5 Red Flags You’re Dating A Habitual Liar

Habitual Liar

Along your dating travels, you may have come across a few not-so-great characters: they may have messed you around, cheated or not made it clear where you stand with them. However, possibly the worst person you can get involved with, is a habitual, pathological liar. Someone who twists the truth and leaves YOU feeling like the one with the problem.  

Most of us lie. Normally little white lies, either to get out of something, or to not hurt someone’s feelings. But, for the habitual liar, they simply compulsively lie – for no reason particularly at all. It’s a calculated skill they have nurtured for years, a cunning craft which they continue without the blink of an eye…

Dating a habitual liar leaves you questioning not just yourself but your sanity. They typically tell you that you are wrong, mistaken, perhaps even paranoid, which all culminates in a ridiculously huge mind fuck. They turn every issue, every problem or worry – back round on you, and you don’t realise until long afterwards.

Spotting a habitual liar is actually really hard. From the outset, you feel like this person really has your best interests at heart; however you soon realise that manipulation is actually this person’s finest skill.

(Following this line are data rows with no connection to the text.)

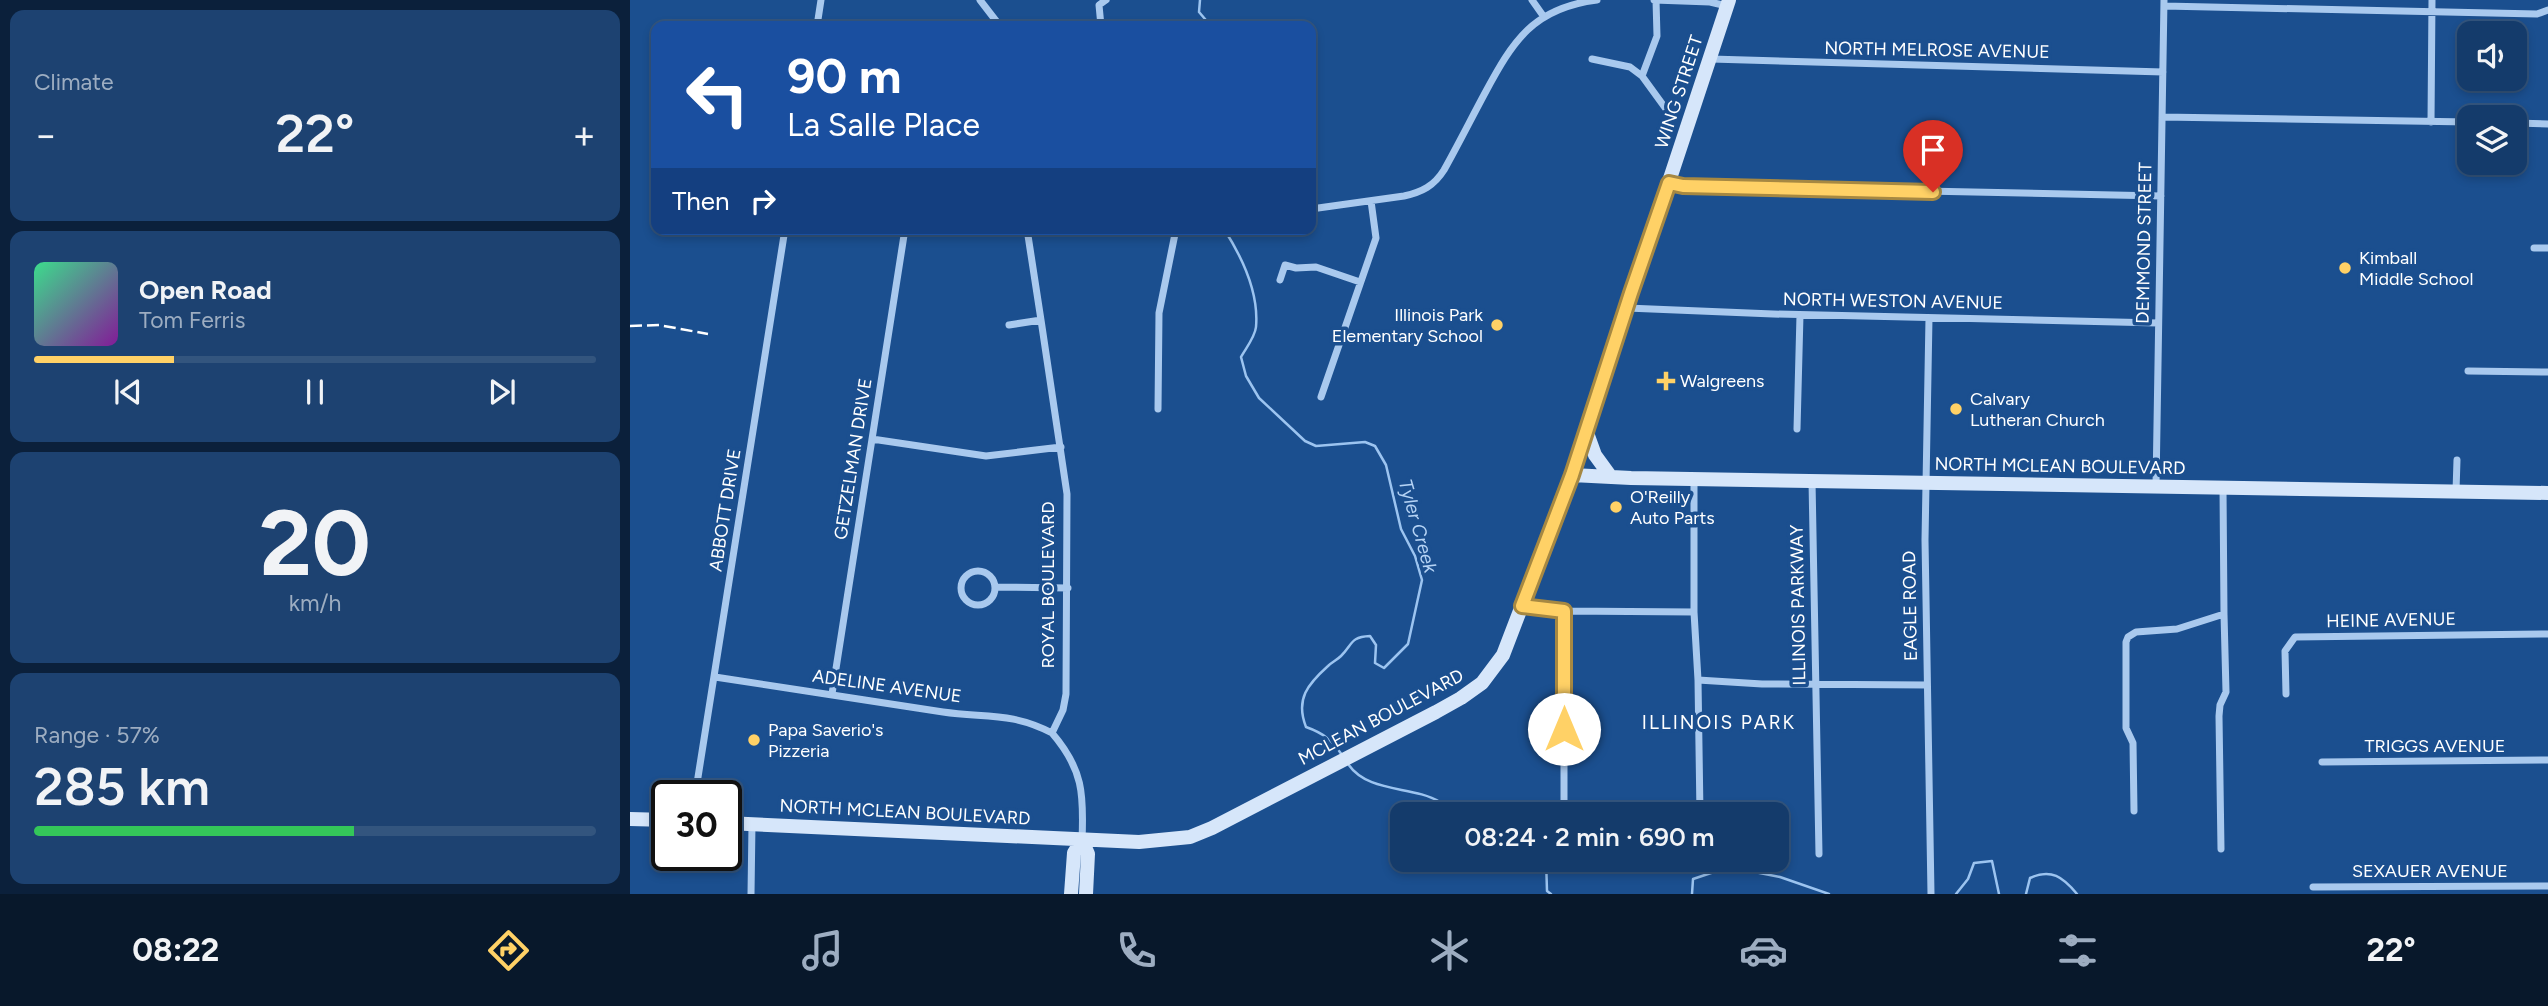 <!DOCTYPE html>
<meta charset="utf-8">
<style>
body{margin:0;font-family:Figtree,sans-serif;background:#1d4271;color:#f1f3f6;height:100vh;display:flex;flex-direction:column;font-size:26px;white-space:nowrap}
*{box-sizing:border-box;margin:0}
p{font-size:23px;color:#9dadc1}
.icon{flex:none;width:38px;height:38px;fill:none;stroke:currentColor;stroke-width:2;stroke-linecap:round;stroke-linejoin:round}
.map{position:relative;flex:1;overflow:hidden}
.side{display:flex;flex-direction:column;gap:10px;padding:10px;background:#0b203b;width:630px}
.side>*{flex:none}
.banner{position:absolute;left:21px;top:21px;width:665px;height:214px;border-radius:14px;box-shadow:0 4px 10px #0003,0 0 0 2px #33557e;background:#1a4fa0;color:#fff;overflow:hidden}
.fabs{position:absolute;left:1827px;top:21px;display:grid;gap:14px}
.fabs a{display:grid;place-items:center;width:70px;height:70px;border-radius:14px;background:#143b6b;box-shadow:0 4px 10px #0003,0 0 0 2px #33557e;font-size:35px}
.speed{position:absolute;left:21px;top:780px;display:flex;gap:14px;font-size:35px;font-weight:700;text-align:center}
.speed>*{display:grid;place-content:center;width:91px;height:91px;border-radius:50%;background:#143b6b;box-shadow:0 4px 10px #0003,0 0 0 2px #33557e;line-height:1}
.speed .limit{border:4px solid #111;border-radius:10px;background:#fff;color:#111}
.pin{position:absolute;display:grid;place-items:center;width:60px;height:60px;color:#fff;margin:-72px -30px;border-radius:50% 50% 50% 0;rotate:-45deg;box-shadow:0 0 7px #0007}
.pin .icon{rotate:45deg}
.me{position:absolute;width:77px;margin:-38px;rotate:0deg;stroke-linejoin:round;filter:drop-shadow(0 0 5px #0008)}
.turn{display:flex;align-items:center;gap:24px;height:147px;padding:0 21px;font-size:32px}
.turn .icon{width:91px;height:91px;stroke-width:2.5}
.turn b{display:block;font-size:49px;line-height:60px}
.then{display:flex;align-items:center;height:66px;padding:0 21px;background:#0003;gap:14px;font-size:26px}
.big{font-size:52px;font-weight:600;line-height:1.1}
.side .widget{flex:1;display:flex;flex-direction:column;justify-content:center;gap:10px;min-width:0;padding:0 24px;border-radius:14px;background:#1d4271}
.side .dial{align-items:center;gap:0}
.dial b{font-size:91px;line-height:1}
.song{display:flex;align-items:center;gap:21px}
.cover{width:84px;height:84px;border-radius:10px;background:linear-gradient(135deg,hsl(150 70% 55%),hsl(290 70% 35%))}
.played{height:7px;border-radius:4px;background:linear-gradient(90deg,#ffd166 25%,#33557e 25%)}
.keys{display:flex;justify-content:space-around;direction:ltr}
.heat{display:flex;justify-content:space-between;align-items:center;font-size:38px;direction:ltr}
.charge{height:10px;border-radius:5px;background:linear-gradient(90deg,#34c759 57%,#33557e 0)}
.trip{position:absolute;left:760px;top:802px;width:399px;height:70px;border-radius:14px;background:#143b6b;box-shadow:0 4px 10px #0003,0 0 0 2px #33557e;font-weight:600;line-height:70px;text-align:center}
.dock{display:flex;height:112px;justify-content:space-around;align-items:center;background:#08182b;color:#9dadc1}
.dock .icon{width:49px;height:49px}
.dock .selected{color:#ffd166}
.dock b{font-size:32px;color:#f1f3f6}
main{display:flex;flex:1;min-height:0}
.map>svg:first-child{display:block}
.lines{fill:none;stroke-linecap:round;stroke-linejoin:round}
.stream{stroke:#9cc4f0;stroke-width:2.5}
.street{stroke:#a9c9ee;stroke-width:7}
.secondary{stroke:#d6e6fa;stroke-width:14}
.rail{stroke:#fff;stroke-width:2.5;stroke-dasharray:12 5;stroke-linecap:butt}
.route-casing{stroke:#a68842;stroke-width:18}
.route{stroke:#ffd166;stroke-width:12}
.poi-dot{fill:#ffd166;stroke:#1b4f8f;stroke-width:2.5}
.labels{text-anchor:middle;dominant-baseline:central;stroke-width:7;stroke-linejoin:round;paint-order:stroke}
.street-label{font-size:18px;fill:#fff;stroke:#1b4f8f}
.poi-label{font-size:18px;fill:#fff;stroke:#1b4f8f;text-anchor:start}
.water-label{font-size:19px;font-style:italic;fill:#b5d3f5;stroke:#1b4f8f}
.neighbourhood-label{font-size:19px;letter-spacing:2px;fill:#fff;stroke:#1b4f8f}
</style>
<main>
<section class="side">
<div class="widget"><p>Climate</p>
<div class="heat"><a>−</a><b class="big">22°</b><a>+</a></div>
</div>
<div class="widget">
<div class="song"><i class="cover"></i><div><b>Open Road</b><p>Tom Ferris</p></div></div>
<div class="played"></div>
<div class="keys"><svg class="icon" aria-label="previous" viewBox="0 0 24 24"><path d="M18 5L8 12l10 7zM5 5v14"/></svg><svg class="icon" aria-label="pause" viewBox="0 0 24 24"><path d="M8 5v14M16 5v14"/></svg><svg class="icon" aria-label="next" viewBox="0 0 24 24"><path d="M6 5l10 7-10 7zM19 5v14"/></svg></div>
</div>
<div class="widget dial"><b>20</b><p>km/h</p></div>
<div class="widget"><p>Range · 57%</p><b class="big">285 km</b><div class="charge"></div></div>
</section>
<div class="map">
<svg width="1918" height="894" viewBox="0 0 1918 894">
<rect width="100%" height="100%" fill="#1b4f8f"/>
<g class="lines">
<path class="stream" d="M570 0 569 12 581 26
M594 229C612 257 629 293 626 327 625 337 616 348 611 357L616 376 629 398 675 441 686 446 735 442 745 446 756 465 771 529 785 556 792 580 778 644 754 668 745 663 746 645 740 636C720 637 723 644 711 656 707 660 702 662 698 666 678 684 665 699 676 727 693 733 702 740 712 755
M718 764C739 794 782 785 810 802 815 804 819 810 822 814
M916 859 917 891 921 894
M1062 894 1063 879 1099 867 1150 877 1199 894
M1326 894 1338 879 1344 863 1362 861 1369 894
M1396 894 1400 878C1421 868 1433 877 1447 894"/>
<path class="street" d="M350 0 370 26
M902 0 914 17
M1024 0 1080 2 1097 6
M1026 0 1027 36 1012 76 1036 109
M1534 6 1907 14 1918 10
M187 26 191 0
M471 26 469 5 476 0
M962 59 1000 67 1012 76
M1081 59 1533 72
M1532 117 1839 122
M1801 122 1802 0
M1885 123 1918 124
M1039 183 1053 186 1531 196
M681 209 774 196C792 192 804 186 814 170 828 145 841 119 855 93 883 41 903 8 967 0
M397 229 411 320
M1904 248H1918
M650 280 655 265 666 268 686 267 730 282
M997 308 1143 314 1528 323
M1299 318 1295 540 1301 894
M379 325 411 320 437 494 436 694 433 710 422 733C453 769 454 794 452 840
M1838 371 1918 372
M691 397 746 238 741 201
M528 409 529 313 546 229
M1167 429 1170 315
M242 439 356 456 431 447
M1064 479V612L1068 680 1070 814
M1182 481 1189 854
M1526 486 1534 0
M1826 491 1827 460
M331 588a17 17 0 1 1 34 0a17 17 0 1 1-34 0Z
M365 587 438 588
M892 606 934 611 1064 612
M934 611V814
M85 677C161 688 237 701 313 712 355 718 382 712 422 733
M1068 680 1132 684 1297 685
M202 694 275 229
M1656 694 1655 651 1665 637 1918 634
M1692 762 1918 760
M65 796 155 229
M1504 811 1503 743 1496 728V642L1498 637 1506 632 1547 629 1594 614 1593 488
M1591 849 1589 716 1590 705 1596 692 1594 614
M1683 887 1918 886
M121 894 122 824"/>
<path class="secondary" d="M956 430 965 455 981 477
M942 475 1001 478 1918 493
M0 819 37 820
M96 823 509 842 560 837 582 828 806 712 831 698 852 683 873 655 942 475 1099 0
M452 840 458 854 456 894
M441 894 444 853 452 840"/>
<path class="rail" d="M0 326 29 325 78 334"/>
</g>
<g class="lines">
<defs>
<path id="route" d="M934 729V611L892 606 942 475 1001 293 1039 183 1053 186 1303 192"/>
</defs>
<use href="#route" class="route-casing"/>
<use href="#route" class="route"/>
</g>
<g class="poi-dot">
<circle cx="1715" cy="268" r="7"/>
<circle cx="867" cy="325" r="7"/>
<path d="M1032.5 370.5h7v7h7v7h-7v7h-7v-7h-7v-7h7z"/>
<circle cx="1326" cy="409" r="7"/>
<circle cx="986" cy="507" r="7"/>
<circle cx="124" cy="740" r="7"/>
</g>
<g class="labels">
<g class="street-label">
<text transform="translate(1307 50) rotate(1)">NORTH MELROSE AVENUE</text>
<text transform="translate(1049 92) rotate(-72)">WING STREET</text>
<text transform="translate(1514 243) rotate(-89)">DEMMOND STREET</text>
<text transform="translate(1263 301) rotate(1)">NORTH WESTON AVENUE</text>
<text transform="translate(223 459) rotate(-81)">GETZELMAN DRIVE</text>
<text transform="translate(1430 466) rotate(1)">NORTH MCLEAN BOULEVARD</text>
<text transform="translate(95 510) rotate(-81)">ABBOTT DRIVE</text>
<text transform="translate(418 585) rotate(-90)">ROYAL BOULEVARD</text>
<text transform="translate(1168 605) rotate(-91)">ILLINOIS PARKWAY</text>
<text transform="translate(1280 606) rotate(-91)">EAGLE ROAD</text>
<text transform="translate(1761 620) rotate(-1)">HEINE AVENUE</text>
<text transform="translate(257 686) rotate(8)">ADELINE AVENUE</text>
<text transform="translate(751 717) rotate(-28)">MCLEAN BOULEVARD</text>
<text x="1805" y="746">TRIGGS AVENUE</text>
<text transform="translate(275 812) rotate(3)">NORTH MCLEAN BOULEVARD</text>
<text x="1800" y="871">SEXAUER AVENUE</text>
</g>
<g class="poi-label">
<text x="1729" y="258">Kimball<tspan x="1729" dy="21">Middle School</tspan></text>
<text x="853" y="315" text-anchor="end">Illinois Park<tspan x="853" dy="21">Elementary School</tspan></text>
<text x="1050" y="381">Walgreens</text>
<text x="1340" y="399">Calvary<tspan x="1340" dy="21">Lutheran Church</tspan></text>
<text x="1000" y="497">O'Reilly<tspan x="1000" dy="21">Auto Parts</tspan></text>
<text x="138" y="730">Papa Saverio's<tspan x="138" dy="21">Pizzeria</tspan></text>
</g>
<g class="water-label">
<text transform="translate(788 526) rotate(74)">Tyler Creek</text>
</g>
<g class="neighbourhood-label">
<text x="1089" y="722">ILLINOIS PARK</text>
</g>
</g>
</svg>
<div class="fabs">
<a><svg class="icon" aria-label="sound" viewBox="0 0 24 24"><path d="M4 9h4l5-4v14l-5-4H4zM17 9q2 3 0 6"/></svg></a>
<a><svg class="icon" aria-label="layers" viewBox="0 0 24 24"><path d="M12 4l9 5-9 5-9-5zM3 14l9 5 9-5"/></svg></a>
</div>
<div class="speed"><div class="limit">30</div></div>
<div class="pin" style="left:1303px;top:192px;background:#d93025"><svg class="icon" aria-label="arrive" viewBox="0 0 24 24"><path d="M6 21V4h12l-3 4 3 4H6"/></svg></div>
<svg class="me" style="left:934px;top:729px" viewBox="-20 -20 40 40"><circle r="19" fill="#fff"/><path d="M0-13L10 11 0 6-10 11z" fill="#ffd166"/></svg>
<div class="trip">08:24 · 2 min · 690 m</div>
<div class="banner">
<div class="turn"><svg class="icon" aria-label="left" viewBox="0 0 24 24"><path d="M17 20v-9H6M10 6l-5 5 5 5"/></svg><div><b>90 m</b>La Salle Place</div></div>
<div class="then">Then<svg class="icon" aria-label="right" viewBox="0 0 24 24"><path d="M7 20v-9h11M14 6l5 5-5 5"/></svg></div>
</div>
</div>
</main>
<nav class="dock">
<b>08:22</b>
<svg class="icon selected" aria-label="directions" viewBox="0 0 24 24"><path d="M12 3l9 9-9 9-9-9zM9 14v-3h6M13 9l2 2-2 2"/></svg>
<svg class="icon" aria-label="music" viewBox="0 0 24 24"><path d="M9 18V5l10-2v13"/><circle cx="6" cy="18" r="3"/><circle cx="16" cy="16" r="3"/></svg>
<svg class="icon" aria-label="phone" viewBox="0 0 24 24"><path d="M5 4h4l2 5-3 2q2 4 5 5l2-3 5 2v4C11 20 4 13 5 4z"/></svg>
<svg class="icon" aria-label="climate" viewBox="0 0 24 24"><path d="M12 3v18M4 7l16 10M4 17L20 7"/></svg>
<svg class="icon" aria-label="car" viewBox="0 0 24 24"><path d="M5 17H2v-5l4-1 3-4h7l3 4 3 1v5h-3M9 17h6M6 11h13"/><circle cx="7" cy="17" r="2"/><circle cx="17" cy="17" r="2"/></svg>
<svg class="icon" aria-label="filters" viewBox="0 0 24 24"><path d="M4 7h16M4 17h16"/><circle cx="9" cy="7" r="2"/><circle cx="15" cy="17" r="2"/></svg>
<b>22°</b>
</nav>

They are fantastic at pretending to be kind, lovely – funny even. They are everything you want them to be, apart from when you question them.

5 Red flags you’re dating a habitual liar: 

#1 Little lies turn into bigger lies

Habitual liars begin telling smaller lies that seem to be no big deal at all. As time progresses, you start to see that, actually, many things they say simply aren’t true. First it’s they “can’t see you because they’re out with their friends”, when they just don’t want to see you, then they say they like you – but then ignore you for days on end. Then it’s lying about where they are, who they’ve been with and what they’ve been doing.

Before you know it they’re seeing other people – and making you feel like the crazy one for thinking it was exclusive. You start thinking that you’re the problem and that you need to change. Slowly, this will severely damage your self-confidence.

They can also change their story multiple times, without seeming phased at all. The only problem is – you continually give them the benefit of the doubt, so you just end up really confused.

#2 They’re quick to become defensive

A habitual liar can live with themselves by convincing themselves that they are not only right, but if they even admit to lying, they are justified in doing so.

If questioned, they become defensive and go off on one. Throwing random other points into the argument to confuse you even more, they make sure to leave you feeling guilty about calling them out, even if they lied. In the end, you end up feeling bad that you called them a liar, so you learn to just deal with it.

#3 They don’t have a moral compass

There is normally some underlying problem behind the habitual liar. It isn’t just the lying that ruins the people around them. It is the way that they lie. Habitual liars use their lies to manipulate you, make you feel crazy, or to make you feel guilty for not trusting them.

For the compulsive liar, there is no moral compass guiding them. So, they just do what they do and never look back or consider who they hurt.

#4 They are self-obsessed

They may pretend to care about you or your feelings, but actually they are selfish in pretty much every aspect of your life. Many liars are people who lack empathy and the ability to see how their lying ways affect the people around them. Since they lie purely for their own benefit whoever gets hurt is just collateral damage.

Often compulsive liars have an underlying narcissistic tendencies, which allow them to tell lies without feeling badly. When a normal person tells a fib, there is generally a feeling that something is wrong.

#5 You’re set up for disappointment

Trust is one of the key components of a relationship. If you can’t trust the person you are with, there is no way you’re going to have a successful relationship.

The habitual liar disappoints you constantly, which you dismiss when it happens. You’ll drive yourself crazy trying to investigate what’s going on. In the end, you’ll just wish you never got involved with them at all.

You are never going to change a habitual liar, and the only way to deal with them is to say goodbye. They will continue to confuse and manipulate you, leaving only a hollow shell of your sanity left.